From the very first glance it seems that both The Wife of Bath’s Tale and Sir Gawain and the Green Knight are focused on the adventures of male characters – the Knight in one and Gawain in the other. Both men have their quests and challenges that have to be completed in order to preserve honor and life. When one looks deeper into the plot, it is clear that female characters are integral elements of the stories. Without the queen who “prayed so long that the king might grant him grace” the Knight would have died, and he has lived only thanks to the old woman. In Sir Gawain and the Green Knight many of the event were arranged by the powerful Morgain ie Fay. Therefore, despite men being the leading characters, women have also played important roles in the stories.
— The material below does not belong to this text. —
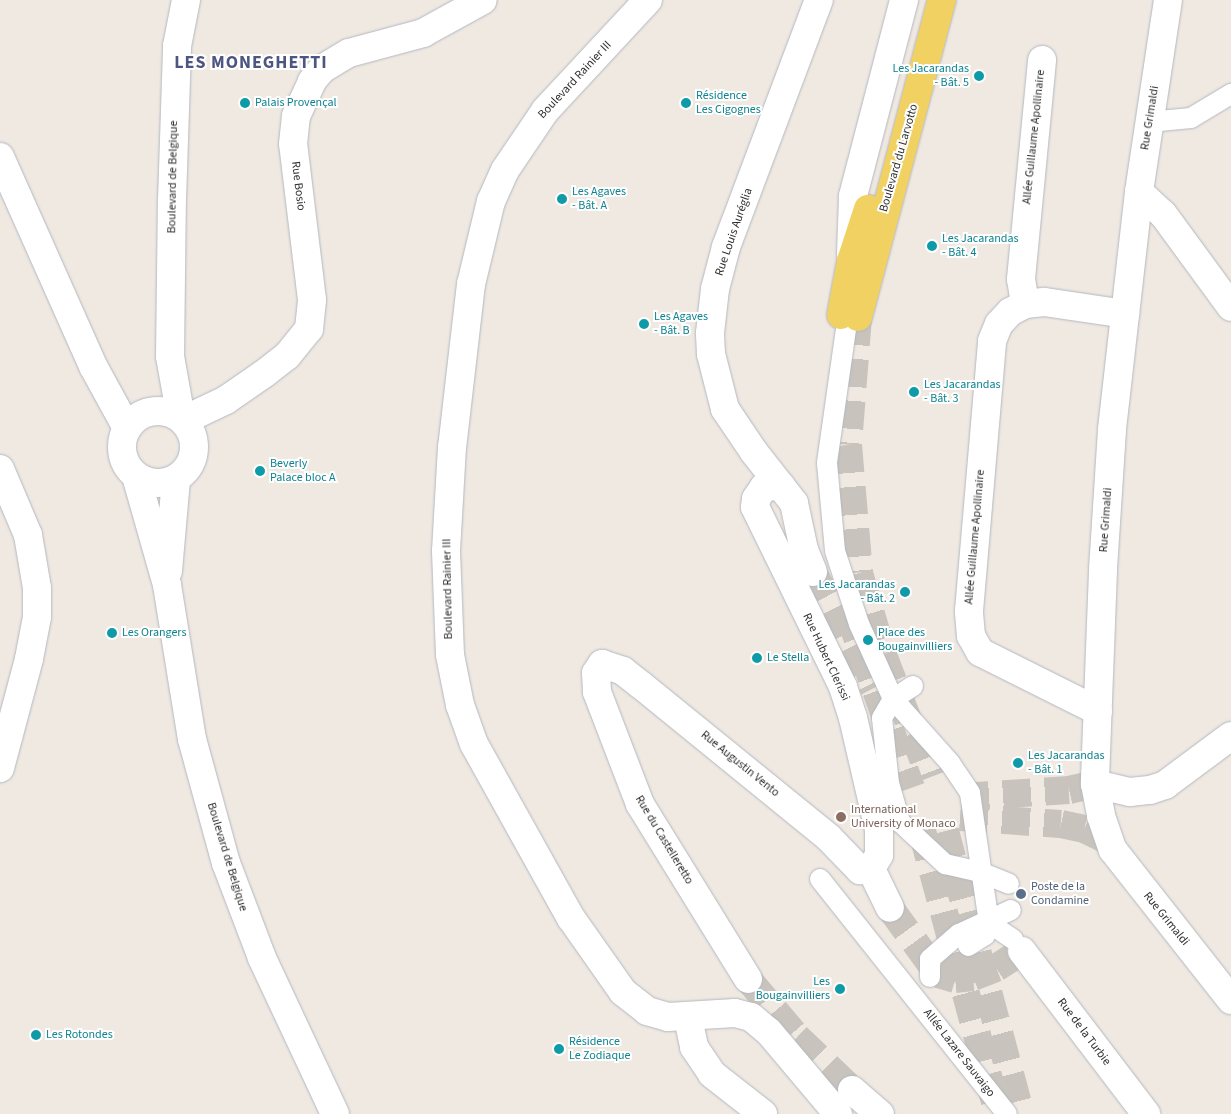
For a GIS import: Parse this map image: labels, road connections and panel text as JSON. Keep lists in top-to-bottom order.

The women presented in the literary works are truly versatile. Some of them are stunning, like Guinevere, “a fairer woman might no man boast himself of having seen”, while others are truly gruesome. It is interesting that wise women in both stories are at first seen as unattractive, with Morgain’s lips being “bleared and ill to look upon” and the old woman from The Wife of Bath’s Tale is simply described as “an uglier creature no mind could devise”. Despite the diversity of female characters in the stories, they are treated with different forms of respect that derive either from their noble status and natural beauty, or from age and wisdom.
It was already mentioned that the stories present two different types of women – young and beautiful; and old, ugly, and wise. These two types of characters present a form of contradiction between two groups of values – appearance and knowledge. Although there is no clear conflict and some characters, such as the queen in The Wife of Bath’s Tale are respected by men and the court, the emphasis is made on the knowledge of old and unattractive women. In fact, one can say that appearance and knowledge are valued approximately to the same extend.
Some might say that the role of women, as it is seen in medieval literature, is quite limited and there would even be no point in speaking of feminism. As a matter of fact, the two stories reviewed in this research show that female characters play very important roles in the lives of the knights portrayed in tales. The Wife of Bath’s Tale and Sir Gawain and the Green Knight both describe strong female characters that are able to manipulate men into doing what they want. Strong women can grant knights lives, make them commit, or influence the decisions of noblemen. It is clear that women and their ability to think and make decisions are highly respected by the authors. To support this idea one can memorize the advise given in the end of The Wife of Bath’s Tale: “I also pray that Jesus shorten lives of those who won’t be governed by their wives”. Therefore, despite some common beliefs, women play a truly significant and influential part in the medieval heroic literature.